**Task statement:**
Below are some records. Say how many of their lines include the string "route", giving only the number.
# # # # # # #
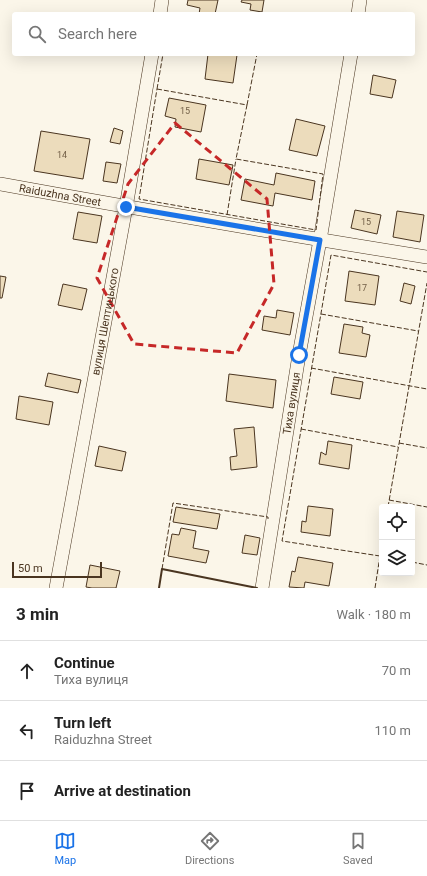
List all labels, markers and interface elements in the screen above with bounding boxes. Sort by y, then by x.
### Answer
search box [12,12,415,56]
icon: search [26,23,48,45]
text: Search here [58,25,137,43]
house number: 15 [180,106,190,116]
house number: 14 [57,150,67,160]
street label: Raiduzhna Street [18,182,102,209]
route end [117,198,135,216]
house number: 15 [361,217,371,227]
street label: вулиця Шептицького [89,267,122,376]
house number: 17 [357,283,367,293]
route start [290,346,308,364]
street label: Тиха вулиця [280,371,303,436]
map controls [379,504,415,576]
button: locate [379,504,415,540]
button: layers [379,540,415,576]
scale bar [12,560,102,579]
text: 50 m [18,562,43,575]
text: 3 min [16,604,59,624]
text: Walk · 180 m [336,607,411,622]
text: Continue [54,654,115,672]
icon: ahead [16,660,38,682]
text: 70 m [382,663,411,678]
text: Тиха вулиця [54,672,129,687]
text: Turn left [54,714,111,732]
icon: left [16,720,38,742]
text: 110 m [374,723,411,738]
text: Raiduzhna Street [54,732,152,747]
icon: arrive [16,780,38,802]
text: Arrive at destination [54,782,191,800]
tab: Map [54,830,76,867]
tab: Directions [185,830,234,867]
tab: Saved [343,830,373,867]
# # # # # # #
**Response below:**
2